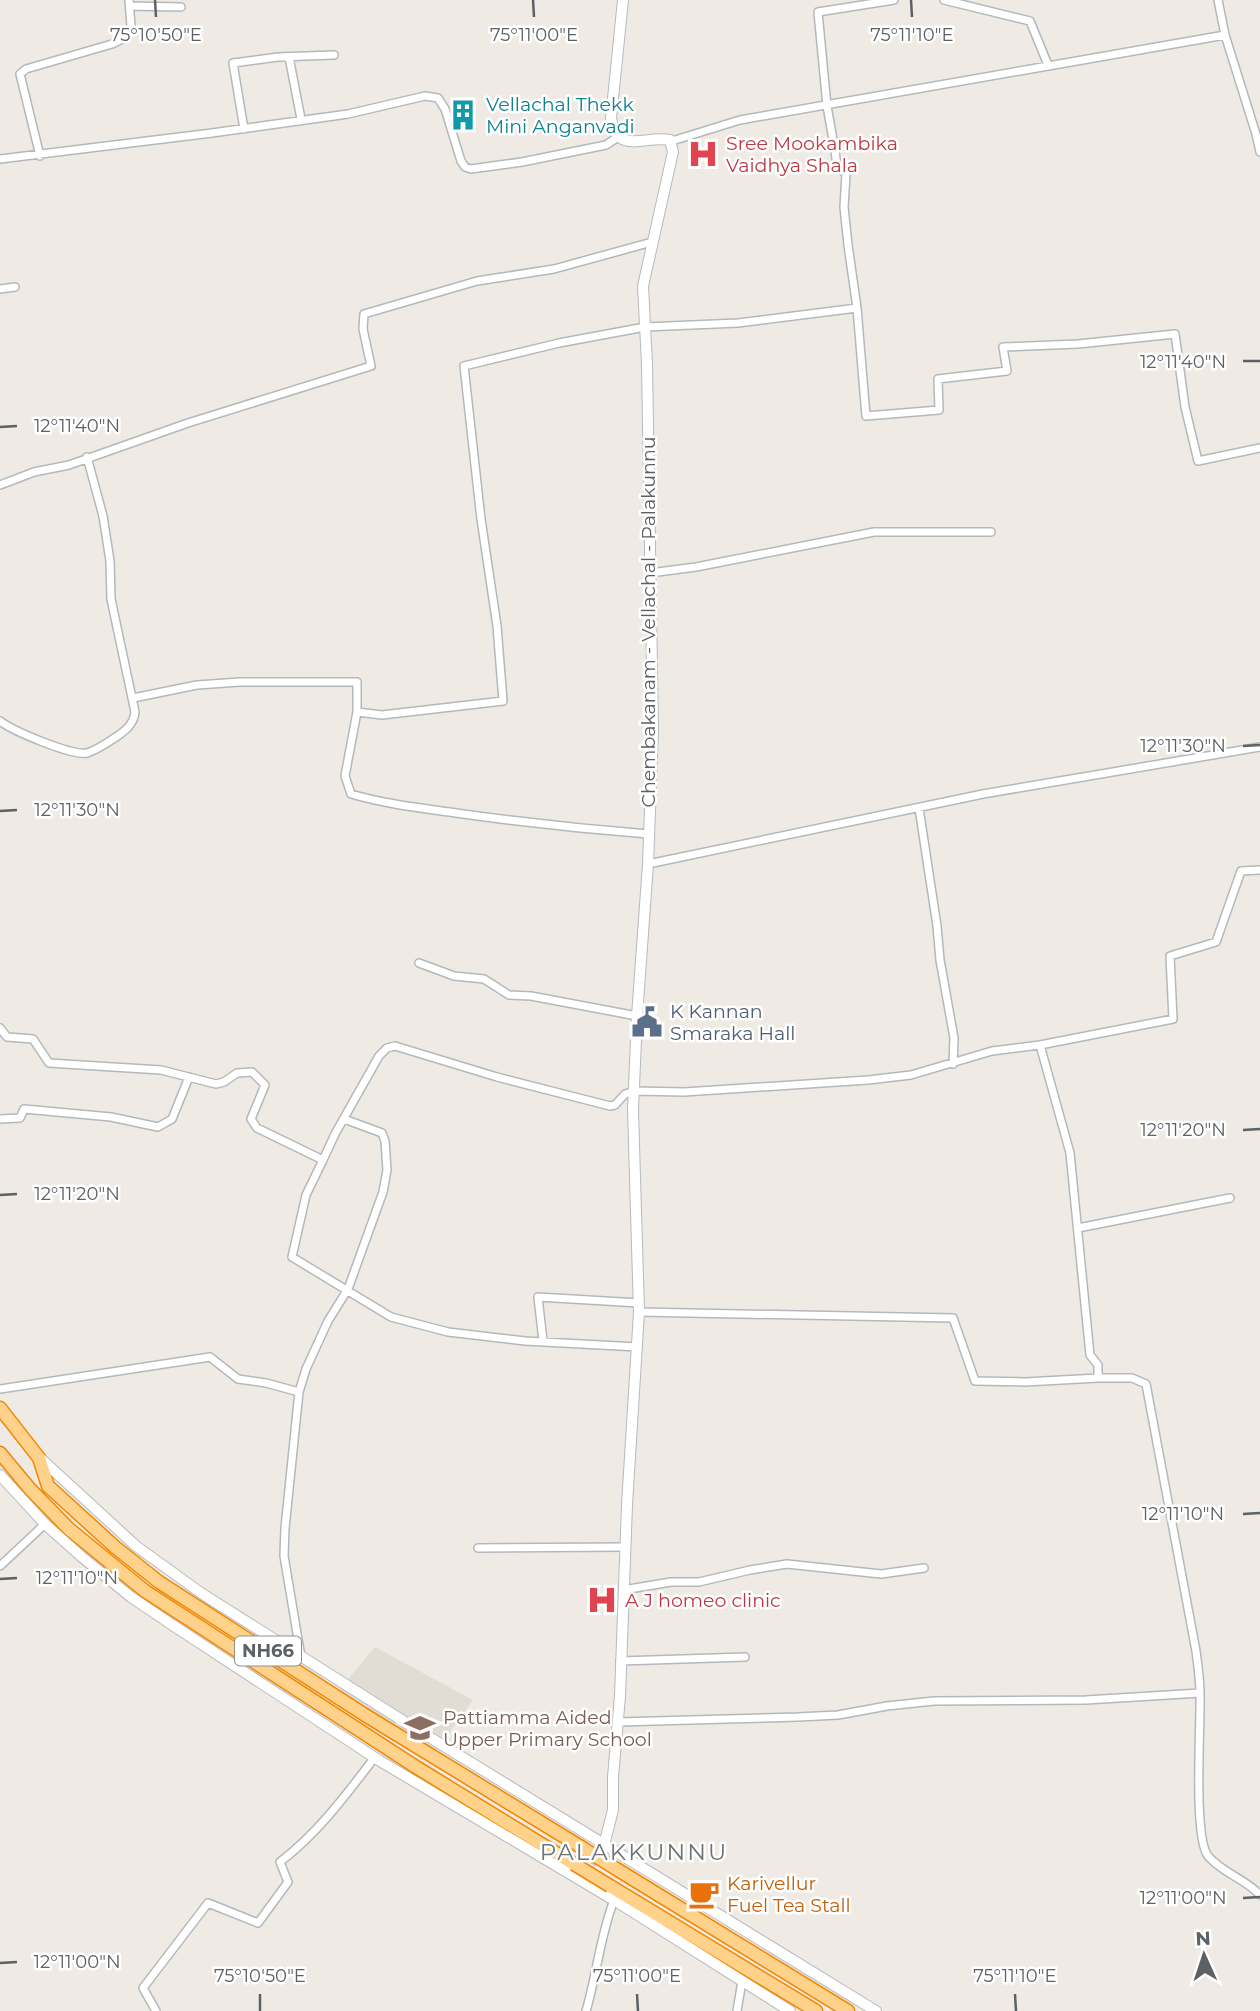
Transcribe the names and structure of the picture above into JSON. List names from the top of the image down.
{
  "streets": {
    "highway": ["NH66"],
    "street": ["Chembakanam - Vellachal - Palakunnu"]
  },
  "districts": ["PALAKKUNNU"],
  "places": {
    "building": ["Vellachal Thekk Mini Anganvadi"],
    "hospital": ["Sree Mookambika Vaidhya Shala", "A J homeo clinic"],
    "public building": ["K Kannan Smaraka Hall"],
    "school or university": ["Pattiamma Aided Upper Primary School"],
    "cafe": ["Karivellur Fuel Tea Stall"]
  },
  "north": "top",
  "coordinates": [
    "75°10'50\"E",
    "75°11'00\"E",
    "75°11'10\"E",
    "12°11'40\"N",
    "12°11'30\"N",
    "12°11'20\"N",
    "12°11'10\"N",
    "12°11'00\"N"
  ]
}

### TASK TO CARRY OUT:
Your reply should be the full data above, copied exactly, with no pictures in it.

### ANSWER FOR THE TASK:
Transcribe the names and structure of the picture above into JSON. List names from the top of the image down.
{
  "streets": {
    "highway": ["NH66"],
    "street": ["Chembakanam - Vellachal - Palakunnu"]
  },
  "districts": ["PALAKKUNNU"],
  "places": {
    "building": ["Vellachal Thekk Mini Anganvadi"],
    "hospital": ["Sree Mookambika Vaidhya Shala", "A J homeo clinic"],
    "public building": ["K Kannan Smaraka Hall"],
    "school or university": ["Pattiamma Aided Upper Primary School"],
    "cafe": ["Karivellur Fuel Tea Stall"]
  },
  "north": "top",
  "coordinates": [
    "75°10'50\"E",
    "75°11'00\"E",
    "75°11'10\"E",
    "12°11'40\"N",
    "12°11'30\"N",
    "12°11'20\"N",
    "12°11'10\"N",
    "12°11'00\"N"
  ]
}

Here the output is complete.